Exercise description – From the entries, filter out every line that lacks "canvas" and copy the rest.

Exercise inputs –
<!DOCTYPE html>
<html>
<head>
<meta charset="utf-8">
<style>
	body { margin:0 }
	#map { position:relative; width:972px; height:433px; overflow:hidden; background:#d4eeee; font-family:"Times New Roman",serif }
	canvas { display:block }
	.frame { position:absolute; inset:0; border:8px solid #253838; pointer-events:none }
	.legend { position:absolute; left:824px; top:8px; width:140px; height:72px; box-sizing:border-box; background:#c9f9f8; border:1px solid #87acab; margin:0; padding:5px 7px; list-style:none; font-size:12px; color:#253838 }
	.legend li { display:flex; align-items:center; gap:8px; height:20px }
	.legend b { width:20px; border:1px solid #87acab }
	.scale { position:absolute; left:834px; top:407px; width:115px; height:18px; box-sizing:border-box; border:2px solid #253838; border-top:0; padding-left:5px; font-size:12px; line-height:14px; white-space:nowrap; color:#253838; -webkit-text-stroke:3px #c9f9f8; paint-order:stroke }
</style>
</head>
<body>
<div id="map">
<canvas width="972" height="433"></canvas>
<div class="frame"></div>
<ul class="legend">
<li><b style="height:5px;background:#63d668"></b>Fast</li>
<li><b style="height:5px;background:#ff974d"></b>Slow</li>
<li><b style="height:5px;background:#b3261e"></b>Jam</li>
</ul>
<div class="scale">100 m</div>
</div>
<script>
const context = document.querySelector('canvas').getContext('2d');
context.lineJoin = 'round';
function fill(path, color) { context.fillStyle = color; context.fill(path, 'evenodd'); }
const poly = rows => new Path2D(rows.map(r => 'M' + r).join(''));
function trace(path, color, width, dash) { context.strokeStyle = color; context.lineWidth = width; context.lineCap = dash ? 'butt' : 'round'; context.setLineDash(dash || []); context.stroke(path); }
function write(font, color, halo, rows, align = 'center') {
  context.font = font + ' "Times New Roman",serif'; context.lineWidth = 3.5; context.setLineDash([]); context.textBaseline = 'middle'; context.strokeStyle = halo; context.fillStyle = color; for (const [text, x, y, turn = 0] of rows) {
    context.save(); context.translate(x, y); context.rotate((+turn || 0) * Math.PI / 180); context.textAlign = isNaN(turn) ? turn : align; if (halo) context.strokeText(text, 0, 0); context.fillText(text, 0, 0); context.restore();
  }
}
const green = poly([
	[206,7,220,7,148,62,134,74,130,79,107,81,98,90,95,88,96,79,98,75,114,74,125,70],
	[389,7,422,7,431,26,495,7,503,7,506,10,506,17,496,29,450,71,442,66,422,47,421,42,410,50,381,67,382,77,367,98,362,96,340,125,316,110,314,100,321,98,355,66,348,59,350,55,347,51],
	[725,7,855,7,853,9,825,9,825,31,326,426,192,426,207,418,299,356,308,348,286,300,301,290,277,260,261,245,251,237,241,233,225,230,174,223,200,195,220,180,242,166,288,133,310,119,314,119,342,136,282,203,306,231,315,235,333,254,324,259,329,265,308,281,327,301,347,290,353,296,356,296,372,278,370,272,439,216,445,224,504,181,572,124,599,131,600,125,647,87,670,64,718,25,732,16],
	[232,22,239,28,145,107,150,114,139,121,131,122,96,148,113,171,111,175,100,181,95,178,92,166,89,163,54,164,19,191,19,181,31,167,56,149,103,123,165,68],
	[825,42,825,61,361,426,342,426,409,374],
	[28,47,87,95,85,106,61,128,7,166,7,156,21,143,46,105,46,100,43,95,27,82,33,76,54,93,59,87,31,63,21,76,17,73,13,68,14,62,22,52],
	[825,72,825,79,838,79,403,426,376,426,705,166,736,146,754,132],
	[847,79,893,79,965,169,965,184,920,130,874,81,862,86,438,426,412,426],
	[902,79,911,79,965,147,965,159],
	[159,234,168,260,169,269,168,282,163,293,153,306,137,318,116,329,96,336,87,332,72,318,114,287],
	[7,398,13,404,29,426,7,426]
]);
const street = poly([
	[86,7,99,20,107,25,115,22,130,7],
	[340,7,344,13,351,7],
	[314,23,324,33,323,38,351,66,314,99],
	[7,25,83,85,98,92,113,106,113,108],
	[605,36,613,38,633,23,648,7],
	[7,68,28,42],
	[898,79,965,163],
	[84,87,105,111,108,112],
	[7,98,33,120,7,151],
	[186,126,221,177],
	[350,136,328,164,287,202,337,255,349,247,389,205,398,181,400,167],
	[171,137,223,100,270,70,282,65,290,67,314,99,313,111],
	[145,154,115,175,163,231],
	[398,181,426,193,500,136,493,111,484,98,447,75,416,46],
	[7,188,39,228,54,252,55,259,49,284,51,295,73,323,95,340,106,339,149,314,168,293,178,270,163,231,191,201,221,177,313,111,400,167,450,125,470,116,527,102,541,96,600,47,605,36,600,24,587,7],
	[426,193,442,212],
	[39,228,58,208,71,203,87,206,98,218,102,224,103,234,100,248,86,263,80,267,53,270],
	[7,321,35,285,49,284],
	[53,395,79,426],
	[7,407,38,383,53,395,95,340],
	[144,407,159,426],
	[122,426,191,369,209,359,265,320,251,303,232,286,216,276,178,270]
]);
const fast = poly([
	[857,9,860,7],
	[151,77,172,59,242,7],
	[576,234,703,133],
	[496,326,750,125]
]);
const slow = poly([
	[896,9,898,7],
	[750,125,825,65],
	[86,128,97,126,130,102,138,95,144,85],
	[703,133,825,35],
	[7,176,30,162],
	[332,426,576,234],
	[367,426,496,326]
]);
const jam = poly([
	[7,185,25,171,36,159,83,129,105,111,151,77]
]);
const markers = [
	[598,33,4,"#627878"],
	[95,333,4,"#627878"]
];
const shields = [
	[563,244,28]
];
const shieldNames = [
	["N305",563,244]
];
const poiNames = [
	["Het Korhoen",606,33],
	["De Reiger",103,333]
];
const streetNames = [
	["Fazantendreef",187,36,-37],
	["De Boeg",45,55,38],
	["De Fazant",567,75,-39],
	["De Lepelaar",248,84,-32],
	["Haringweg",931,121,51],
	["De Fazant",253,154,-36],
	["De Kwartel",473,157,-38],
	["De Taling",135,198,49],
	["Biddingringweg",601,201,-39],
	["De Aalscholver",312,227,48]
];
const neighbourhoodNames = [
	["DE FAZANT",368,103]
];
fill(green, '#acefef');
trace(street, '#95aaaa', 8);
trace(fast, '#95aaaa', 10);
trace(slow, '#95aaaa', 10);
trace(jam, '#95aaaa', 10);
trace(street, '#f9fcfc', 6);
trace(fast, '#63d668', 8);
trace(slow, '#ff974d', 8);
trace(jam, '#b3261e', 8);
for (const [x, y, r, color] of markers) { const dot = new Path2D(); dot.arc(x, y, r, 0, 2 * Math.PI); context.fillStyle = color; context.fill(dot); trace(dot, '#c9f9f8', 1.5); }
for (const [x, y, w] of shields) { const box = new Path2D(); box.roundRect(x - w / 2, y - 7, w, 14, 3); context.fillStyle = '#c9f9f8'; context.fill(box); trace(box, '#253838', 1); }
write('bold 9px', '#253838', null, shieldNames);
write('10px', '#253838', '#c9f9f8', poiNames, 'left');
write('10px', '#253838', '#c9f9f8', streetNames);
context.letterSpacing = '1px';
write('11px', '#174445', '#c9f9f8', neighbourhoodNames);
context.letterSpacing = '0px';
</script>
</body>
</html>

---

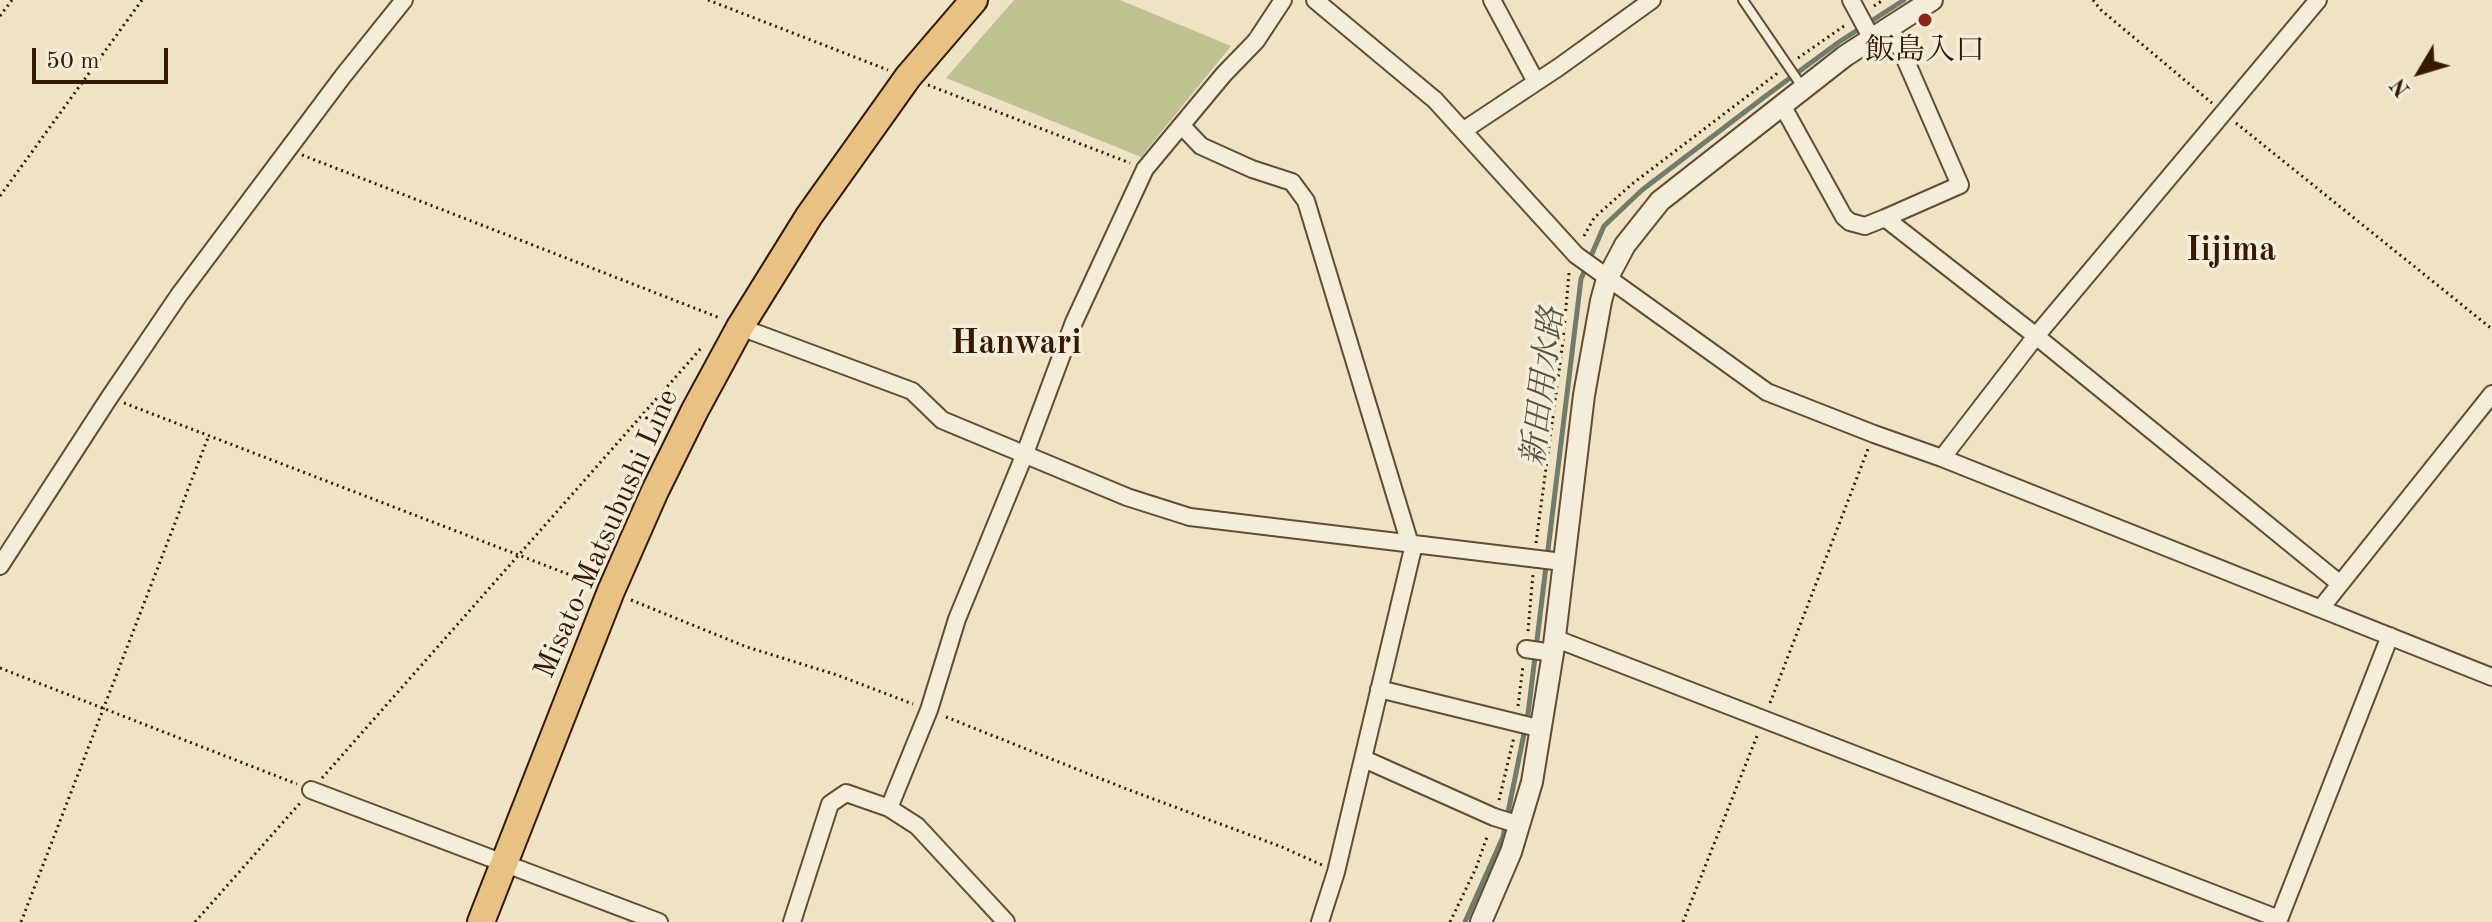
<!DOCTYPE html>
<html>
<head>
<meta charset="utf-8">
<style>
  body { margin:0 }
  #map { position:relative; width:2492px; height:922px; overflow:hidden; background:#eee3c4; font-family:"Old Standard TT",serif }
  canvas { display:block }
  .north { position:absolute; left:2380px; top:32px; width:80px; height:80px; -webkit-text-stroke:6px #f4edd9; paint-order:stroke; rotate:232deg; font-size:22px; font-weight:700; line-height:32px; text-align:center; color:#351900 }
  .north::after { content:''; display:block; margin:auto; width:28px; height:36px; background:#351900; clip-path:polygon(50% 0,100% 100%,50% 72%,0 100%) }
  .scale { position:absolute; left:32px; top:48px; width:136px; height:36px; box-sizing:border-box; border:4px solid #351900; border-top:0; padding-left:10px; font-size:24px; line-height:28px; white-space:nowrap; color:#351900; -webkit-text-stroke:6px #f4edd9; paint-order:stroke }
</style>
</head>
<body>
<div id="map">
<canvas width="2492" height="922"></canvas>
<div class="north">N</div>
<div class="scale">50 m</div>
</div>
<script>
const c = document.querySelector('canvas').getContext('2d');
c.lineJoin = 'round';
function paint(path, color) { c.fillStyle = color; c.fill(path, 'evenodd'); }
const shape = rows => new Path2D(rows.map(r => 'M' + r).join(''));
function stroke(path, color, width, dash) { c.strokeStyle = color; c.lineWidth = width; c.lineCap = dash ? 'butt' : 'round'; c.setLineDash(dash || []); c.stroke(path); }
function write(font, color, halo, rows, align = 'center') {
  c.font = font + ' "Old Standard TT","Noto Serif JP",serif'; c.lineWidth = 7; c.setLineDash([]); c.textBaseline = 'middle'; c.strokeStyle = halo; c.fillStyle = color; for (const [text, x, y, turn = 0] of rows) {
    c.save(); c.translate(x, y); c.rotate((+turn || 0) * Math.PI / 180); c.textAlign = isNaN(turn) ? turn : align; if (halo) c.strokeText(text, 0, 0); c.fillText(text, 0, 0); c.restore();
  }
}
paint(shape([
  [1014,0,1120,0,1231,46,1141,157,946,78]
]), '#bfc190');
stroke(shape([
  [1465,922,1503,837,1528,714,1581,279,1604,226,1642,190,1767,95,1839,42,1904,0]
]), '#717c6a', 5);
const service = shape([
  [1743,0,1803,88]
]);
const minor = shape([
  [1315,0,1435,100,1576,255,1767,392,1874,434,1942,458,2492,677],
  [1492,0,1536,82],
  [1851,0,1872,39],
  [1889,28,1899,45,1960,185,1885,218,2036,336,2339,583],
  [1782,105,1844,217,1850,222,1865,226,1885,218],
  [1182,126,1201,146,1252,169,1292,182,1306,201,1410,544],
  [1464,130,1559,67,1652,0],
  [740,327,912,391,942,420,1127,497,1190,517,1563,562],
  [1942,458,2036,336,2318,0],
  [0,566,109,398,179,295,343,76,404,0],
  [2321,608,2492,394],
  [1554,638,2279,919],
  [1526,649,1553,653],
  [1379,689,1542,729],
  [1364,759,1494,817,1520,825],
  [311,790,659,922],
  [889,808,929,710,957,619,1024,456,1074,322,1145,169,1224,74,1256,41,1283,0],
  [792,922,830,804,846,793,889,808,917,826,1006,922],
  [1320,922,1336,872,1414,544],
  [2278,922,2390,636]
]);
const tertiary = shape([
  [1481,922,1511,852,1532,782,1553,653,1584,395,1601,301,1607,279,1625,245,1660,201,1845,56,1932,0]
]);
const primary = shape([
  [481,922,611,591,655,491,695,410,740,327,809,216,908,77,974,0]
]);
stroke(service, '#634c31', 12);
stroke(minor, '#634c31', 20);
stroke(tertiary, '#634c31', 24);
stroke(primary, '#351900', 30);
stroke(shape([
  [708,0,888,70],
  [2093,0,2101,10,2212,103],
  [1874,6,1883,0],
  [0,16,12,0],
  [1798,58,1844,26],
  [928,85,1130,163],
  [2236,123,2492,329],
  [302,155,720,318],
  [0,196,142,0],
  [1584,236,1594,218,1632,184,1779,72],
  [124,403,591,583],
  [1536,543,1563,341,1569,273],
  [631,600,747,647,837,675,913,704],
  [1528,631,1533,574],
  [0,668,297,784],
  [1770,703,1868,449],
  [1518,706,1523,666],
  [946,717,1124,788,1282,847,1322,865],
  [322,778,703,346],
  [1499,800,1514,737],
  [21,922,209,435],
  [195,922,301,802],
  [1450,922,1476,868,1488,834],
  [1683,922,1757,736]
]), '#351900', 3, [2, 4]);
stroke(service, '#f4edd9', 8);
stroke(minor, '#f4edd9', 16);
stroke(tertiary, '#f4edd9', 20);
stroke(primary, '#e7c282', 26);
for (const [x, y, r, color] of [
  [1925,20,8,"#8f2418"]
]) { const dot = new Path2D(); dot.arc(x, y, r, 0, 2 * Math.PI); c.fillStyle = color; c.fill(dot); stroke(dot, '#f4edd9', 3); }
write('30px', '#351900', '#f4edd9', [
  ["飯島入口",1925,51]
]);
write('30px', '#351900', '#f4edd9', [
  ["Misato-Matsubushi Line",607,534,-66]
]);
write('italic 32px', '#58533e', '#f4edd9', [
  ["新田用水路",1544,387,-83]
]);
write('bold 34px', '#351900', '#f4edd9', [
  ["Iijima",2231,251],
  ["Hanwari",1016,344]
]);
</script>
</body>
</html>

Result of the task –
	canvas { display:block }
<canvas width="972" height="433"></canvas>
const context = document.querySelector('canvas').getContext('2d');
  canvas { display:block }
<canvas width="2492" height="922"></canvas>
const c = document.querySelector('canvas').getContext('2d');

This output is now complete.